_What this task involves:_
Nothing in the data may change. Copy all of it exactly.

[Stored data]
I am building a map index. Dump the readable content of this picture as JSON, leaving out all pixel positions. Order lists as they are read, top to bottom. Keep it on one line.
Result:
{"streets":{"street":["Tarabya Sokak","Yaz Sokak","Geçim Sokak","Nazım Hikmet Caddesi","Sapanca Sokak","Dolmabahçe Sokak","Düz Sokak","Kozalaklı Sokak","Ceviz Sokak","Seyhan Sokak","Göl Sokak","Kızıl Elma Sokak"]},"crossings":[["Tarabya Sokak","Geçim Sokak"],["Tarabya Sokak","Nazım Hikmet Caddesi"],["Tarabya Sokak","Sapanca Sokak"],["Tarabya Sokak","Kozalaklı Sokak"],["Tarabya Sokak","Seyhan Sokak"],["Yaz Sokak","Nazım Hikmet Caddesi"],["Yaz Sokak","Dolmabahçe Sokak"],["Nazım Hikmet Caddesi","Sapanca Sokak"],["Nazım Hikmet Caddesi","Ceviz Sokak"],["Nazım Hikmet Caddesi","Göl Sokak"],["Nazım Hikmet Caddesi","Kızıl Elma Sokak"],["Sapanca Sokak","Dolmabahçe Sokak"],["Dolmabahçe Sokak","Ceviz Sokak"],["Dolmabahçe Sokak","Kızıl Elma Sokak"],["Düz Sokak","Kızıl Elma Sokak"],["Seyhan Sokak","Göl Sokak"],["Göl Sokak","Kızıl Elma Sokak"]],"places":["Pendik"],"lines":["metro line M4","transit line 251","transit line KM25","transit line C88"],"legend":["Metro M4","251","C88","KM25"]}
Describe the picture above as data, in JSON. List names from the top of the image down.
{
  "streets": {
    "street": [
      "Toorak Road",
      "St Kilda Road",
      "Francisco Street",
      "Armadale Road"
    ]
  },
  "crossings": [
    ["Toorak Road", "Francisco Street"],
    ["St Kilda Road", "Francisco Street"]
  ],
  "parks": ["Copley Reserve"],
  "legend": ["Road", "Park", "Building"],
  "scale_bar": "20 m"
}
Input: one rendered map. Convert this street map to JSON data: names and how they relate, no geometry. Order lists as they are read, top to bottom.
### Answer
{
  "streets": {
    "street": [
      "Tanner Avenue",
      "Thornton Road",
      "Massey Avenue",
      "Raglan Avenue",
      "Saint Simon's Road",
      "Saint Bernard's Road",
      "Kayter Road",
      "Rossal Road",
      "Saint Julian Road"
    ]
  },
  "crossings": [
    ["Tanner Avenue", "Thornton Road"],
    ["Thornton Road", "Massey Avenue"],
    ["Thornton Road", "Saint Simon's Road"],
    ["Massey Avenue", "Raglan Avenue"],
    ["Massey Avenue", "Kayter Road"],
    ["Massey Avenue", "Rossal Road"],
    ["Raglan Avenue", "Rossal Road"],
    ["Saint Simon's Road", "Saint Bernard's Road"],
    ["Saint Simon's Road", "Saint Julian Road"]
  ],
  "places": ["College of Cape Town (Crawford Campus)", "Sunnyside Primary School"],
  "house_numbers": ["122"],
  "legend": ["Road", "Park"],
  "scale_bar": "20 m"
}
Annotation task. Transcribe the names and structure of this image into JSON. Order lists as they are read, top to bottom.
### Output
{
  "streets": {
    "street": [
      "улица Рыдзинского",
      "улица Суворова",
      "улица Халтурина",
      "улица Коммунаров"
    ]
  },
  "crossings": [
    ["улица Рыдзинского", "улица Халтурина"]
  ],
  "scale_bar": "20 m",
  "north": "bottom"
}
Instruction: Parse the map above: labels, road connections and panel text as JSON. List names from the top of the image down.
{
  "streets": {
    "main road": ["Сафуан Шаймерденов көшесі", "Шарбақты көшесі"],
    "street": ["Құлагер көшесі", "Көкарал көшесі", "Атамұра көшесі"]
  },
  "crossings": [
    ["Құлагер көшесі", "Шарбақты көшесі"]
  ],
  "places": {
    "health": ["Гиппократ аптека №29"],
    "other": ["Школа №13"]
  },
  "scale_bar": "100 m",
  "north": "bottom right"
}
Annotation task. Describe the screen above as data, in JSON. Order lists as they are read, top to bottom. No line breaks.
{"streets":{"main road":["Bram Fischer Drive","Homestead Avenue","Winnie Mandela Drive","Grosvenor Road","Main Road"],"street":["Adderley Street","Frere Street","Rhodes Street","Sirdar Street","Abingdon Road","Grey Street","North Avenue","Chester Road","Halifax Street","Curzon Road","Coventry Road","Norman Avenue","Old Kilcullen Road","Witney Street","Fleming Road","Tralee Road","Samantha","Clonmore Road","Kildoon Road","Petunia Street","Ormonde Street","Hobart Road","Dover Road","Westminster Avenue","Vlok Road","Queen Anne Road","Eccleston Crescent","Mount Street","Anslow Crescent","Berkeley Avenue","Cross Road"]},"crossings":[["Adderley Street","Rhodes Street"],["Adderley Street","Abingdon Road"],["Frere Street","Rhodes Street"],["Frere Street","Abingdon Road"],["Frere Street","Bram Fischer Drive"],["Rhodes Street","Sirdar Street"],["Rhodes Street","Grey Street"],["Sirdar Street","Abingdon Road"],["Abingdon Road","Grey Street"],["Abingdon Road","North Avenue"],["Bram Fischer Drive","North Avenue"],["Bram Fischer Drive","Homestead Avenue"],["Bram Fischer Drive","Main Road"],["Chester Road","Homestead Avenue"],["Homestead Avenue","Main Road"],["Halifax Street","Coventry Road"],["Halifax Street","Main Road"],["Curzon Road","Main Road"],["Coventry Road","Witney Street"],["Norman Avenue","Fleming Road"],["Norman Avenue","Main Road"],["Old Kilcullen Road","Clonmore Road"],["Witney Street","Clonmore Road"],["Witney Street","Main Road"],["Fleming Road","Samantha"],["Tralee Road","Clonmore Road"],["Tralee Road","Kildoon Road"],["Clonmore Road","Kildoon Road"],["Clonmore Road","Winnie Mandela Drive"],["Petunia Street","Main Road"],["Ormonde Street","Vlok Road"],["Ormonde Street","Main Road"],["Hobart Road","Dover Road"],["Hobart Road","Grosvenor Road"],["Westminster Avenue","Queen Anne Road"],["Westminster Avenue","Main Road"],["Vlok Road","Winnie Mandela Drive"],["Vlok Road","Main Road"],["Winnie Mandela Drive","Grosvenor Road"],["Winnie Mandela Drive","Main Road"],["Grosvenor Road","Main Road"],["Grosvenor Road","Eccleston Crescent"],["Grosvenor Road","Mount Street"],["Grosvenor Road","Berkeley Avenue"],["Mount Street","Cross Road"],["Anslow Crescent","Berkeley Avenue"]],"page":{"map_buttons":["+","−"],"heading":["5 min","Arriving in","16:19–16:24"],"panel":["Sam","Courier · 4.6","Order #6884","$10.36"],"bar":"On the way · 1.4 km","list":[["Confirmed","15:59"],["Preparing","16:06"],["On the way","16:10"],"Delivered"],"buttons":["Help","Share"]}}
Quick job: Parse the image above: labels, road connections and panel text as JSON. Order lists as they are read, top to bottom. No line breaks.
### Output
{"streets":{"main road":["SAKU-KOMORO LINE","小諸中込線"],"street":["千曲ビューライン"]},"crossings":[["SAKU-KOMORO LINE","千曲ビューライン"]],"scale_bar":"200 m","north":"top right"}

_Exercise response:_
I am building a map index. Dump the readable content of this picture as JSON, leaving out all pixel positions. Order lists as they are read, top to bottom. Keep it on one line.
Result:
{"streets":{"street":["Tarabya Sokak","Yaz Sokak","Geçim Sokak","Nazım Hikmet Caddesi","Sapanca Sokak","Dolmabahçe Sokak","Düz Sokak","Kozalaklı Sokak","Ceviz Sokak","Seyhan Sokak","Göl Sokak","Kızıl Elma Sokak"]},"crossings":[["Tarabya Sokak","Geçim Sokak"],["Tarabya Sokak","Nazım Hikmet Caddesi"],["Tarabya Sokak","Sapanca Sokak"],["Tarabya Sokak","Kozalaklı Sokak"],["Tarabya Sokak","Seyhan Sokak"],["Yaz Sokak","Nazım Hikmet Caddesi"],["Yaz Sokak","Dolmabahçe Sokak"],["Nazım Hikmet Caddesi","Sapanca Sokak"],["Nazım Hikmet Caddesi","Ceviz Sokak"],["Nazım Hikmet Caddesi","Göl Sokak"],["Nazım Hikmet Caddesi","Kızıl Elma Sokak"],["Sapanca Sokak","Dolmabahçe Sokak"],["Dolmabahçe Sokak","Ceviz Sokak"],["Dolmabahçe Sokak","Kızıl Elma Sokak"],["Düz Sokak","Kızıl Elma Sokak"],["Seyhan Sokak","Göl Sokak"],["Göl Sokak","Kızıl Elma Sokak"]],"places":["Pendik"],"lines":["metro line M4","transit line 251","transit line KM25","transit line C88"],"legend":["Metro M4","251","C88","KM25"]}
Describe the picture above as data, in JSON. List names from the top of the image down.
{
  "streets": {
    "street": [
      "Toorak Road",
      "St Kilda Road",
      "Francisco Street",
      "Armadale Road"
    ]
  },
  "crossings": [
    ["Toorak Road", "Francisco Street"],
    ["St Kilda Road", "Francisco Street"]
  ],
  "parks": ["Copley Reserve"],
  "legend": ["Road", "Park", "Building"],
  "scale_bar": "20 m"
}
Input: one rendered map. Convert this street map to JSON data: names and how they relate, no geometry. Order lists as they are read, top to bottom.
### Answer
{
  "streets": {
    "street": [
      "Tanner Avenue",
      "Thornton Road",
      "Massey Avenue",
      "Raglan Avenue",
      "Saint Simon's Road",
      "Saint Bernard's Road",
      "Kayter Road",
      "Rossal Road",
      "Saint Julian Road"
    ]
  },
  "crossings": [
    ["Tanner Avenue", "Thornton Road"],
    ["Thornton Road", "Massey Avenue"],
    ["Thornton Road", "Saint Simon's Road"],
    ["Massey Avenue", "Raglan Avenue"],
    ["Massey Avenue", "Kayter Road"],
    ["Massey Avenue", "Rossal Road"],
    ["Raglan Avenue", "Rossal Road"],
    ["Saint Simon's Road", "Saint Bernard's Road"],
    ["Saint Simon's Road", "Saint Julian Road"]
  ],
  "places": ["College of Cape Town (Crawford Campus)", "Sunnyside Primary School"],
  "house_numbers": ["122"],
  "legend": ["Road", "Park"],
  "scale_bar": "20 m"
}
Annotation task. Transcribe the names and structure of this image into JSON. Order lists as they are read, top to bottom.
### Output
{
  "streets": {
    "street": [
      "улица Рыдзинского",
      "улица Суворова",
      "улица Халтурина",
      "улица Коммунаров"
    ]
  },
  "crossings": [
    ["улица Рыдзинского", "улица Халтурина"]
  ],
  "scale_bar": "20 m",
  "north": "bottom"
}
Instruction: Parse the map above: labels, road connections and panel text as JSON. List names from the top of the image down.
{
  "streets": {
    "main road": ["Сафуан Шаймерденов көшесі", "Шарбақты көшесі"],
    "street": ["Құлагер көшесі", "Көкарал көшесі", "Атамұра көшесі"]
  },
  "crossings": [
    ["Құлагер көшесі", "Шарбақты көшесі"]
  ],
  "places": {
    "health": ["Гиппократ аптека №29"],
    "other": ["Школа №13"]
  },
  "scale_bar": "100 m",
  "north": "bottom right"
}
Annotation task. Describe the screen above as data, in JSON. Order lists as they are read, top to bottom. No line breaks.
{"streets":{"main road":["Bram Fischer Drive","Homestead Avenue","Winnie Mandela Drive","Grosvenor Road","Main Road"],"street":["Adderley Street","Frere Street","Rhodes Street","Sirdar Street","Abingdon Road","Grey Street","North Avenue","Chester Road","Halifax Street","Curzon Road","Coventry Road","Norman Avenue","Old Kilcullen Road","Witney Street","Fleming Road","Tralee Road","Samantha","Clonmore Road","Kildoon Road","Petunia Street","Ormonde Street","Hobart Road","Dover Road","Westminster Avenue","Vlok Road","Queen Anne Road","Eccleston Crescent","Mount Street","Anslow Crescent","Berkeley Avenue","Cross Road"]},"crossings":[["Adderley Street","Rhodes Street"],["Adderley Street","Abingdon Road"],["Frere Street","Rhodes Street"],["Frere Street","Abingdon Road"],["Frere Street","Bram Fischer Drive"],["Rhodes Street","Sirdar Street"],["Rhodes Street","Grey Street"],["Sirdar Street","Abingdon Road"],["Abingdon Road","Grey Street"],["Abingdon Road","North Avenue"],["Bram Fischer Drive","North Avenue"],["Bram Fischer Drive","Homestead Avenue"],["Bram Fischer Drive","Main Road"],["Chester Road","Homestead Avenue"],["Homestead Avenue","Main Road"],["Halifax Street","Coventry Road"],["Halifax Street","Main Road"],["Curzon Road","Main Road"],["Coventry Road","Witney Street"],["Norman Avenue","Fleming Road"],["Norman Avenue","Main Road"],["Old Kilcullen Road","Clonmore Road"],["Witney Street","Clonmore Road"],["Witney Street","Main Road"],["Fleming Road","Samantha"],["Tralee Road","Clonmore Road"],["Tralee Road","Kildoon Road"],["Clonmore Road","Kildoon Road"],["Clonmore Road","Winnie Mandela Drive"],["Petunia Street","Main Road"],["Ormonde Street","Vlok Road"],["Ormonde Street","Main Road"],["Hobart Road","Dover Road"],["Hobart Road","Grosvenor Road"],["Westminster Avenue","Queen Anne Road"],["Westminster Avenue","Main Road"],["Vlok Road","Winnie Mandela Drive"],["Vlok Road","Main Road"],["Winnie Mandela Drive","Grosvenor Road"],["Winnie Mandela Drive","Main Road"],["Grosvenor Road","Main Road"],["Grosvenor Road","Eccleston Crescent"],["Grosvenor Road","Mount Street"],["Grosvenor Road","Berkeley Avenue"],["Mount Street","Cross Road"],["Anslow Crescent","Berkeley Avenue"]],"page":{"map_buttons":["+","−"],"heading":["5 min","Arriving in","16:19–16:24"],"panel":["Sam","Courier · 4.6","Order #6884","$10.36"],"bar":"On the way · 1.4 km","list":[["Confirmed","15:59"],["Preparing","16:06"],["On the way","16:10"],"Delivered"],"buttons":["Help","Share"]}}
Quick job: Parse the image above: labels, road connections and panel text as JSON. Order lists as they are read, top to bottom. No line breaks.
### Output
{"streets":{"main road":["SAKU-KOMORO LINE","小諸中込線"],"street":["千曲ビューライン"]},"crossings":[["SAKU-KOMORO LINE","千曲ビューライン"]],"scale_bar":"200 m","north":"top right"}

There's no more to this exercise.